Exercise requirements:
Below are the records. List every line holding the word "stream".

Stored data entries
[Start of section]
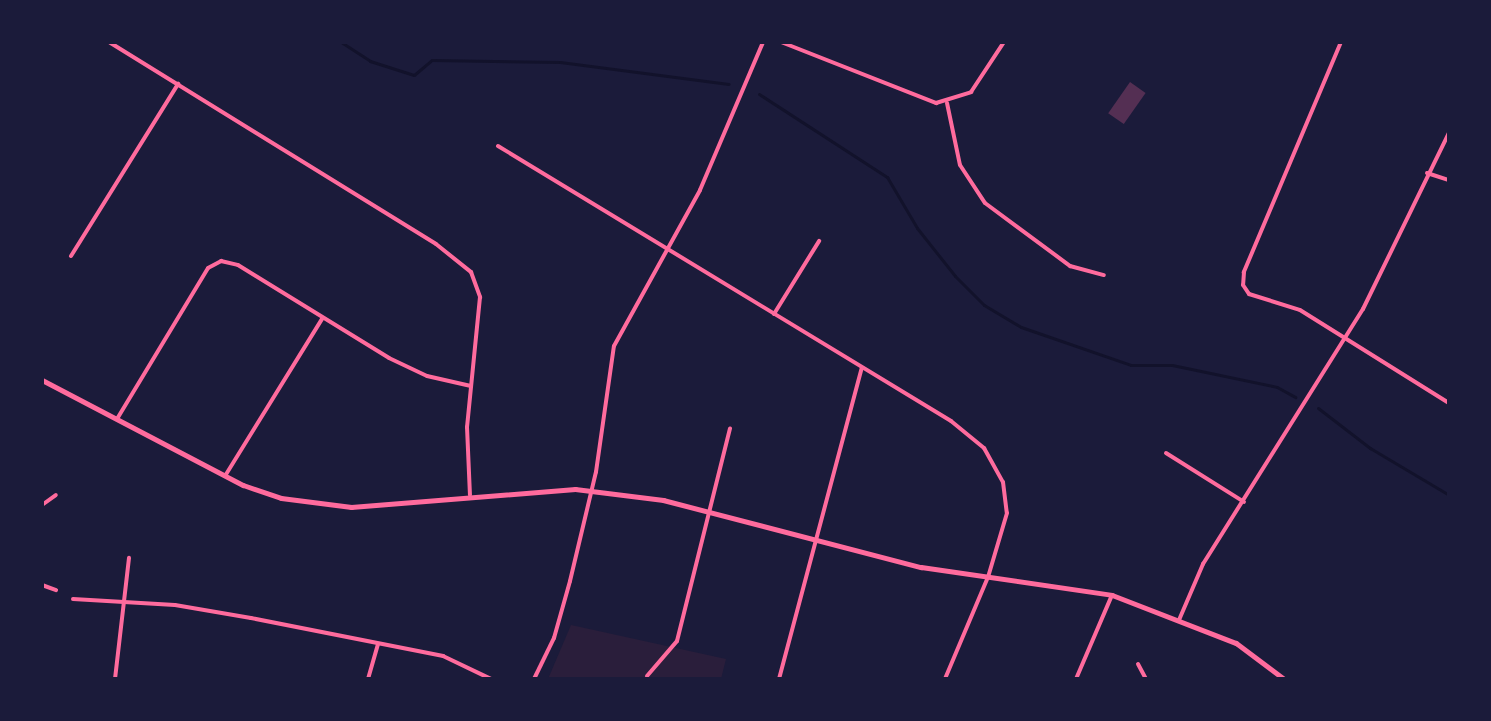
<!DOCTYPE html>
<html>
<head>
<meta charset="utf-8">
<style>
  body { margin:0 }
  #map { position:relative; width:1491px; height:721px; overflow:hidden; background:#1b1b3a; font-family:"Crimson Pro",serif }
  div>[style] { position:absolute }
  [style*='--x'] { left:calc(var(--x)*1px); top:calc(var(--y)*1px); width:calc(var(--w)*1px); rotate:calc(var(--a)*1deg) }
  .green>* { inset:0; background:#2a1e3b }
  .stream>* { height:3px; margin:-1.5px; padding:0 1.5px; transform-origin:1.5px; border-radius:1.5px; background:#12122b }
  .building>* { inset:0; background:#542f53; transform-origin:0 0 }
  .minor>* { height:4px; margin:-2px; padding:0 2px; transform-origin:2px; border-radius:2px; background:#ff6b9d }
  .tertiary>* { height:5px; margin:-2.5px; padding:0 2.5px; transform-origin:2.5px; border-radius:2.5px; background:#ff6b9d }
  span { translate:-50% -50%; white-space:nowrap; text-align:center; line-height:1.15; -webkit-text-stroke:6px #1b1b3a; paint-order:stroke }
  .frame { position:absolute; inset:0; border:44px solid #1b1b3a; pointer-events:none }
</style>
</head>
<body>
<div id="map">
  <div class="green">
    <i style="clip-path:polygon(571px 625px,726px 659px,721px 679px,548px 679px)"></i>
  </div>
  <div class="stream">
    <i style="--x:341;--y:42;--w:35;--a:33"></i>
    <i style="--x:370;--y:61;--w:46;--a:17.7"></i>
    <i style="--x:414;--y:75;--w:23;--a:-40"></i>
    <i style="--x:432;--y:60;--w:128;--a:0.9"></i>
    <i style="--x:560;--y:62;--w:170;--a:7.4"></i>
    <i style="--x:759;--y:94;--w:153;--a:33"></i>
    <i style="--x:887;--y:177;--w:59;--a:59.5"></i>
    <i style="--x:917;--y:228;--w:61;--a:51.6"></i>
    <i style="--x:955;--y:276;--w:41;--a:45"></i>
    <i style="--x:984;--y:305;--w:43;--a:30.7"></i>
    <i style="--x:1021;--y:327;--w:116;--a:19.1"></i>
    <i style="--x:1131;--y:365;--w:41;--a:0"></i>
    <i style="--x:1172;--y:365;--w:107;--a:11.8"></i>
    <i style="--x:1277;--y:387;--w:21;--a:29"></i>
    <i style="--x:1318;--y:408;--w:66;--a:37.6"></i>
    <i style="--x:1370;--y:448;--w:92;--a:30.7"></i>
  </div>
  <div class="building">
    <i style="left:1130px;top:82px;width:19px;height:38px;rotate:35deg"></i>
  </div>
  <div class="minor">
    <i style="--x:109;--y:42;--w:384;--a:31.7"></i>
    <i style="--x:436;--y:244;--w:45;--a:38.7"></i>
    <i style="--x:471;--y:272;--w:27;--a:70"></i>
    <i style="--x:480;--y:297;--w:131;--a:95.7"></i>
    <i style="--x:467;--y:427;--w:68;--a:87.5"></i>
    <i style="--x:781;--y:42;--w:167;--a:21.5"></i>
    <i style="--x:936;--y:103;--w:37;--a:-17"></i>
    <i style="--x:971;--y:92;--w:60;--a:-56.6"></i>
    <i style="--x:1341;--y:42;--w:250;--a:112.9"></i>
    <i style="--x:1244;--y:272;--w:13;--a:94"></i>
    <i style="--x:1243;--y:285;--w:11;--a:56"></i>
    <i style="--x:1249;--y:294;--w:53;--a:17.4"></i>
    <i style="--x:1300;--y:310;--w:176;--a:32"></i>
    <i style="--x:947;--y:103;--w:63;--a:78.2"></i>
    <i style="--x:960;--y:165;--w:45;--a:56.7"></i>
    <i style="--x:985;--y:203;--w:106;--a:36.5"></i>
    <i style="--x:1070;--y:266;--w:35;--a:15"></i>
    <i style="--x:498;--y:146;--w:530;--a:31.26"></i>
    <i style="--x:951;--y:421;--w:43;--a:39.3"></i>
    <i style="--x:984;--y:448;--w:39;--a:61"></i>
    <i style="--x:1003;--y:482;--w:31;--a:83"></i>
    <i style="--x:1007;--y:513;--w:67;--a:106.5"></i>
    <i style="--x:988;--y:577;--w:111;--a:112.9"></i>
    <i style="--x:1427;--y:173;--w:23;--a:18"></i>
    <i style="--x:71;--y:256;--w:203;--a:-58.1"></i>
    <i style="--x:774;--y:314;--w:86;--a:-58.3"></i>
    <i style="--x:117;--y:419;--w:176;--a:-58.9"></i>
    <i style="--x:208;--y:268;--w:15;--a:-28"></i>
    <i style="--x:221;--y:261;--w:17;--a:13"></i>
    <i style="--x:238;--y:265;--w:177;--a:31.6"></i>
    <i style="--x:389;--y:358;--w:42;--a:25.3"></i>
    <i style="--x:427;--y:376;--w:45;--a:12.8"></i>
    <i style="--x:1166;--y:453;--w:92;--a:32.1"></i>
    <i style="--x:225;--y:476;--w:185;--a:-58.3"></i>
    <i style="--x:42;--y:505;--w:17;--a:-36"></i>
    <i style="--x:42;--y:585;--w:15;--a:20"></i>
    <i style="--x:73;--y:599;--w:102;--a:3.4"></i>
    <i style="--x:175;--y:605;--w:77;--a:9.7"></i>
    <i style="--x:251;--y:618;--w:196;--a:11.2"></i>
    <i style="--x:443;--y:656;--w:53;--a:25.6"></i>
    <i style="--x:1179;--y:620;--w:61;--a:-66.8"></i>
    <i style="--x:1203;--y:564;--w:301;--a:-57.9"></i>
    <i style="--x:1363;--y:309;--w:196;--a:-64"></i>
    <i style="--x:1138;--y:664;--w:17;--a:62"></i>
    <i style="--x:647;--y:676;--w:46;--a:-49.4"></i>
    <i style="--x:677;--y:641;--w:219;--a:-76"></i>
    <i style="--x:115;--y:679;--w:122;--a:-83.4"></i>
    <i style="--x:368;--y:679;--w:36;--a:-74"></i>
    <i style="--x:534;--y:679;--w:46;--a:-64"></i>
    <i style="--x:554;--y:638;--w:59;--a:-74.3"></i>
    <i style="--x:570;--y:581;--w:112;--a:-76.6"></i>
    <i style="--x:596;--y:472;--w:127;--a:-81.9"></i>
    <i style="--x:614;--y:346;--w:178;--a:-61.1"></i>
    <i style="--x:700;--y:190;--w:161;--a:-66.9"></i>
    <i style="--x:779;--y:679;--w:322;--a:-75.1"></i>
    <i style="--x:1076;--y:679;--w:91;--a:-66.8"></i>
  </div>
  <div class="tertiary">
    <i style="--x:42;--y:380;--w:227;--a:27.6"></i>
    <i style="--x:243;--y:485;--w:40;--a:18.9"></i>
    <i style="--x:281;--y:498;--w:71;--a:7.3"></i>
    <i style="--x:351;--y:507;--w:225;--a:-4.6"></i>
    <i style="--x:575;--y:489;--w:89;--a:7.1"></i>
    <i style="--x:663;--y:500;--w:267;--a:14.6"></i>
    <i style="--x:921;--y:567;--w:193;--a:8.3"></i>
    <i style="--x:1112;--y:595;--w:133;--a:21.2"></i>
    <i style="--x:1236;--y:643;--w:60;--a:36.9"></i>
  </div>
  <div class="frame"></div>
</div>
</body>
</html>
[End of section]
Output below:
  .stream>* { height:3px; margin:-1.5px; padding:0 1.5px; transform-origin:1.5px; border-radius:1.5px; background:#12122b }
  <div class="stream">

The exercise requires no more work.